It was like watching a scene in a melodrama, and I couldn't have moved hand or foot to save my life. All of a sudden, Varr rushed him. I thought the fellow would run, but instead of that he waited. When Simon got close, the monk appeared to raise a sort of mask he wore. I heard Simon cry out something in a surprised voice, and then I saw a flash of steel as the monk threw up his arm and brought it down. Simon dropped to the ground and lay on his back--and the monk glided off down that trail before I realized that I had seen a murder!"
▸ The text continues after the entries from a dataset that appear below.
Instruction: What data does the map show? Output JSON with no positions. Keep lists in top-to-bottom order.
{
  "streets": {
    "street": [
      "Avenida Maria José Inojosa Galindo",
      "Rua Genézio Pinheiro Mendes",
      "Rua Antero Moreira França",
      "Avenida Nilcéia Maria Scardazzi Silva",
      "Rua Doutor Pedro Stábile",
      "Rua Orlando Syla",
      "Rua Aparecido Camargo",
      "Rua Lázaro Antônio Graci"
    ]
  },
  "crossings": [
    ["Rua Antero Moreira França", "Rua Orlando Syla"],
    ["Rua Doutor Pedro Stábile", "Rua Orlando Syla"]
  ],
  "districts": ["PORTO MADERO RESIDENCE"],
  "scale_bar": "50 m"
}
"Why didn't you chase him--holler--do _something_!" cried Miss Ocky.
"Couldn't seem to budge," said Sherwood briefly. He looked a little hurt. "If you think it was just cowardice you're jolly well mistaken!
I had no sensation of fear at any time. You've heard the expression, 'rooted with amazement'? Well, I was it!
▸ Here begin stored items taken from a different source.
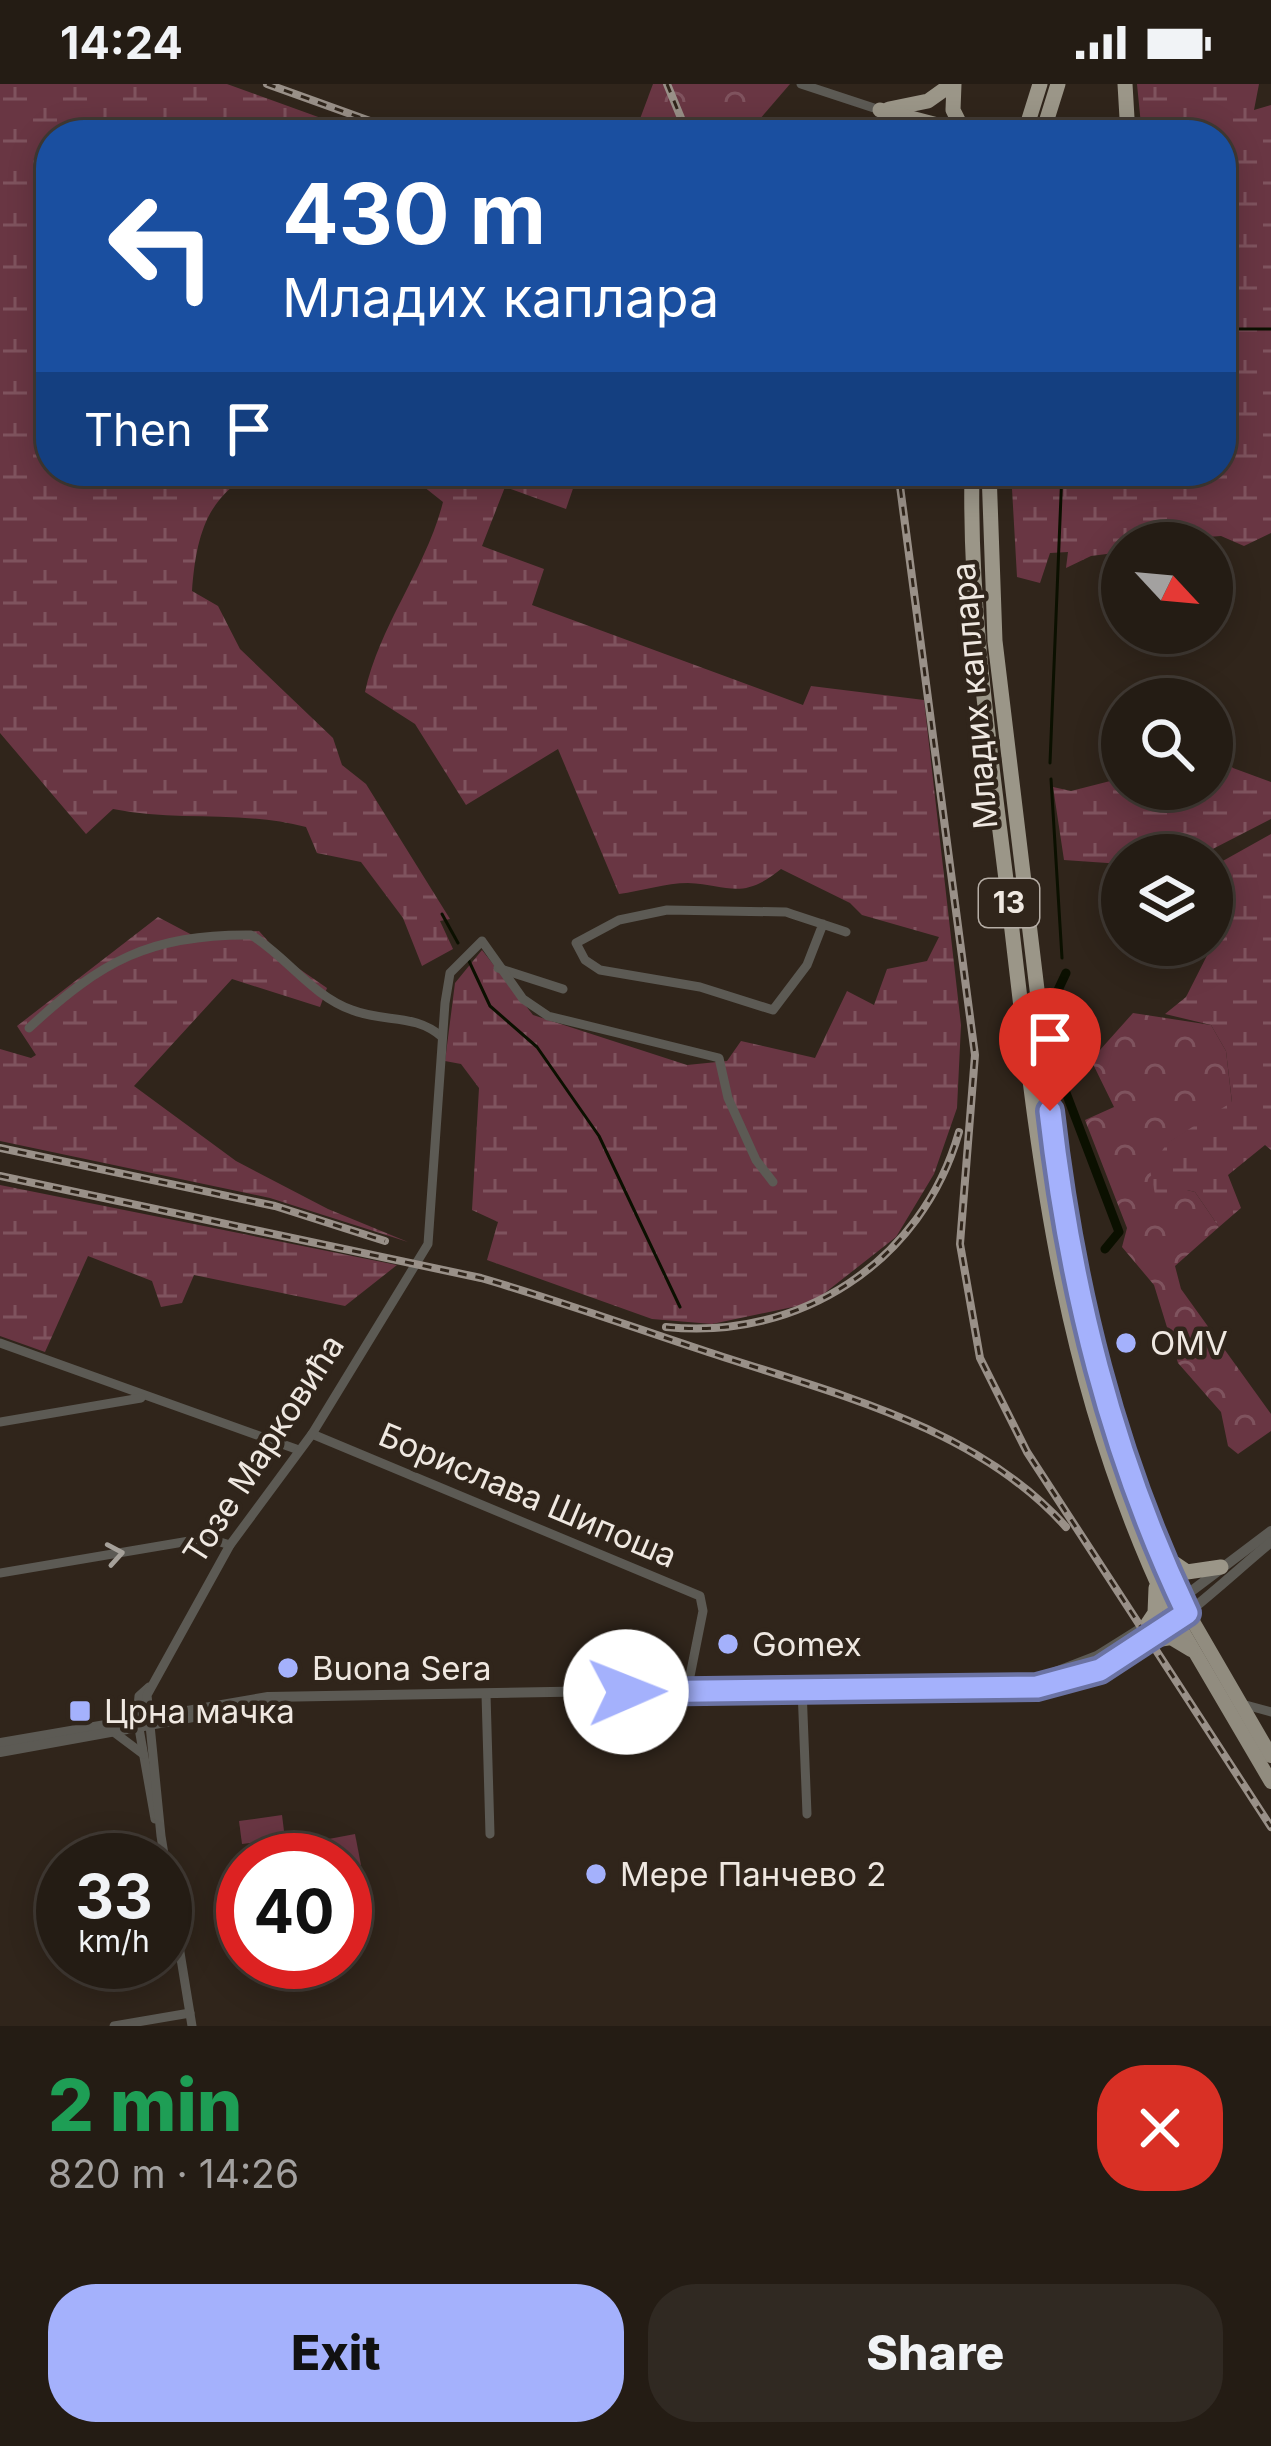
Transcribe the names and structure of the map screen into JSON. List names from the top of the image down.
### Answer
{
  "streets": {
    "highway": ["Младих каплара", "13"],
    "street": ["Тозе Марковића", "Борислава Шипоша"]
  },
  "crossings": [
    ["Младих каплара", "13"],
    ["Тозе Марковића", "Борислава Шипоша"]
  ],
  "places": {
    "other": [
      "OMV",
      "Gomex",
      "Buona Sera",
      "Мере Панчево 2"
    ],
    "transit": ["Црна мачка"]
  },
  "north": "bottom right",
  "page": {
    "status": "14:24",
    "turn": ["430 m", "Младих каплара"],
    "then": "Then",
    "speed": "33 km/h",
    "limit": "40",
    "heading": ["2 min", "820 m · 14:26"],
    "buttons": ["Exit", "Share"]
  }
}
"I was still in that condition three minutes later, perhaps, when I heard another, heavier step on the trail. A man appeared, and from the way he walked I could tell he had been drinking. He staggered toward the body, but he was staring at the house and shaking his fist at it.
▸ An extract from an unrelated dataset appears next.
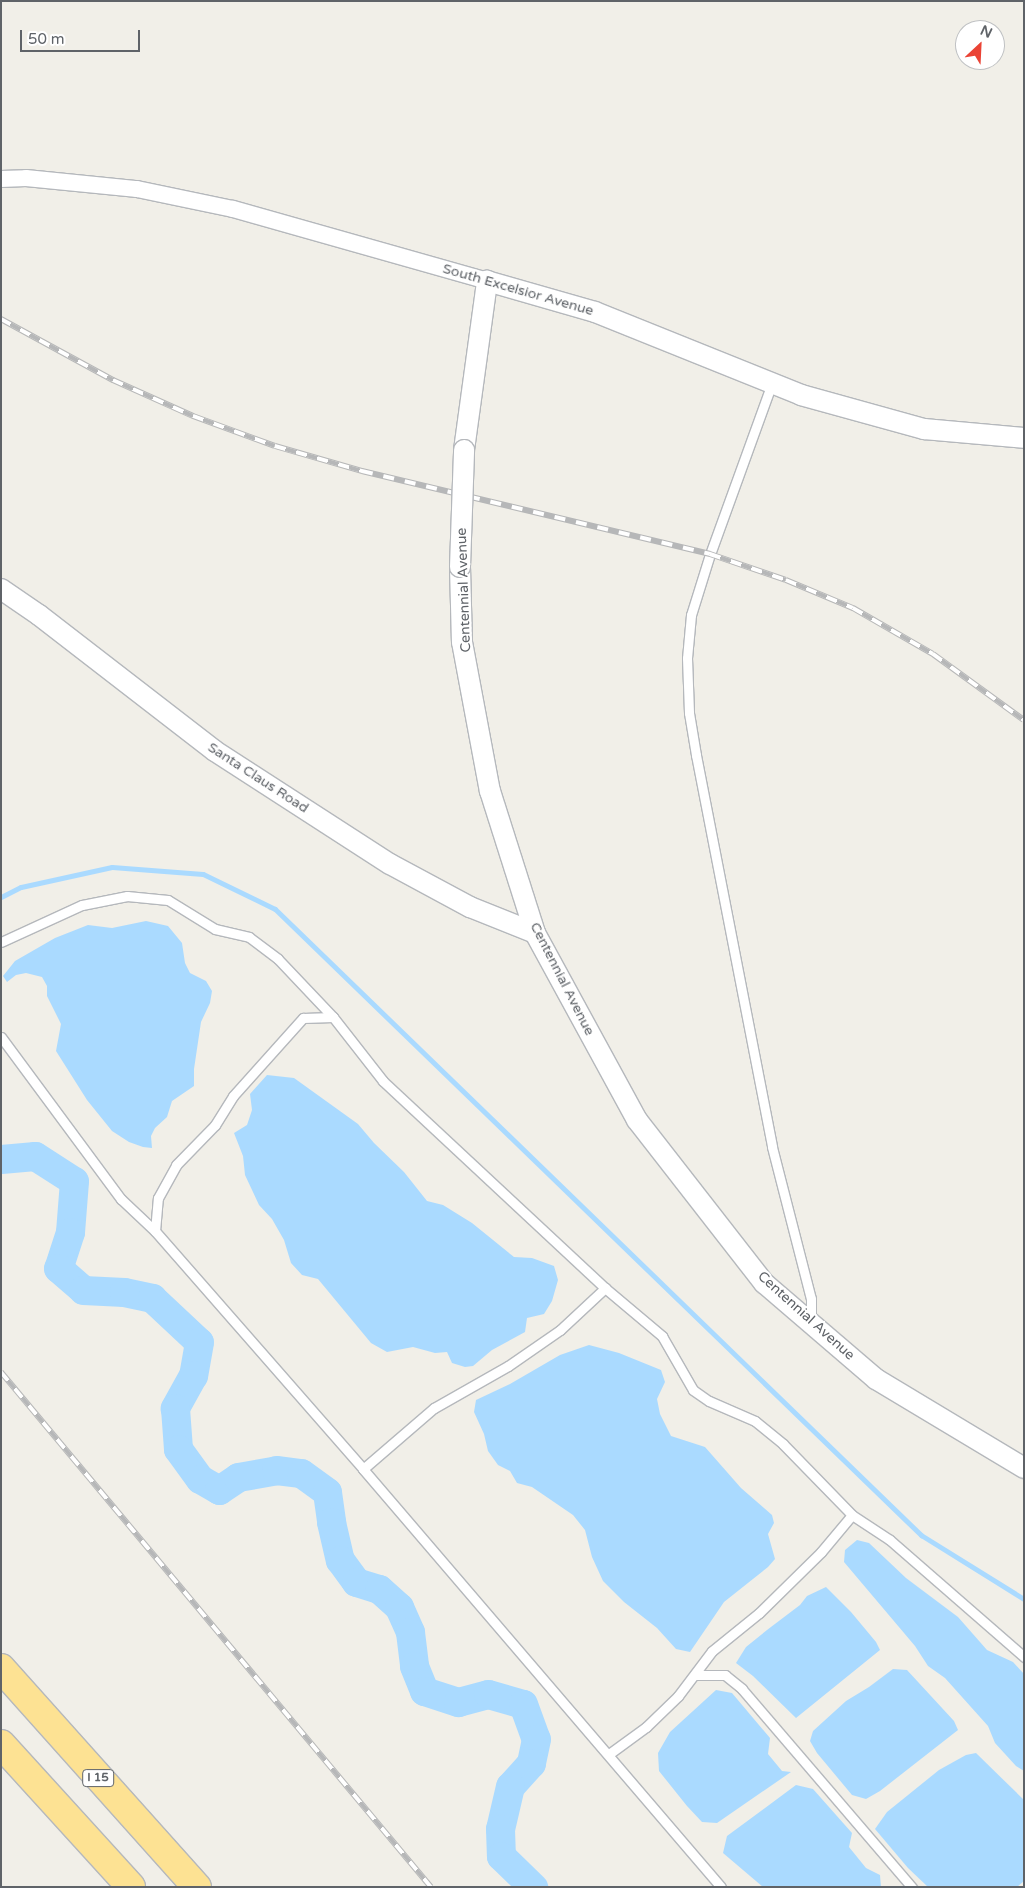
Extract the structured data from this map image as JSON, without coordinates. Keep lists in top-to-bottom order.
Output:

He reeled off the cement path and almost stumbled over Simon before he saw him. He gave a cry, and stooped to look closer--then turned and bolted for dear life and vanished down the trail. He had been scared sober!
"I began to get back my senses. The first thing I thought of was my own position and what I should do. If I were called on to account for my presence there it would involve the mention of Lucy's name if I told the truth--and to save my neck I couldn't think of a plausible lie!
There was none to explain my presence in Varr's kitchen garden at eleven o'clock at night!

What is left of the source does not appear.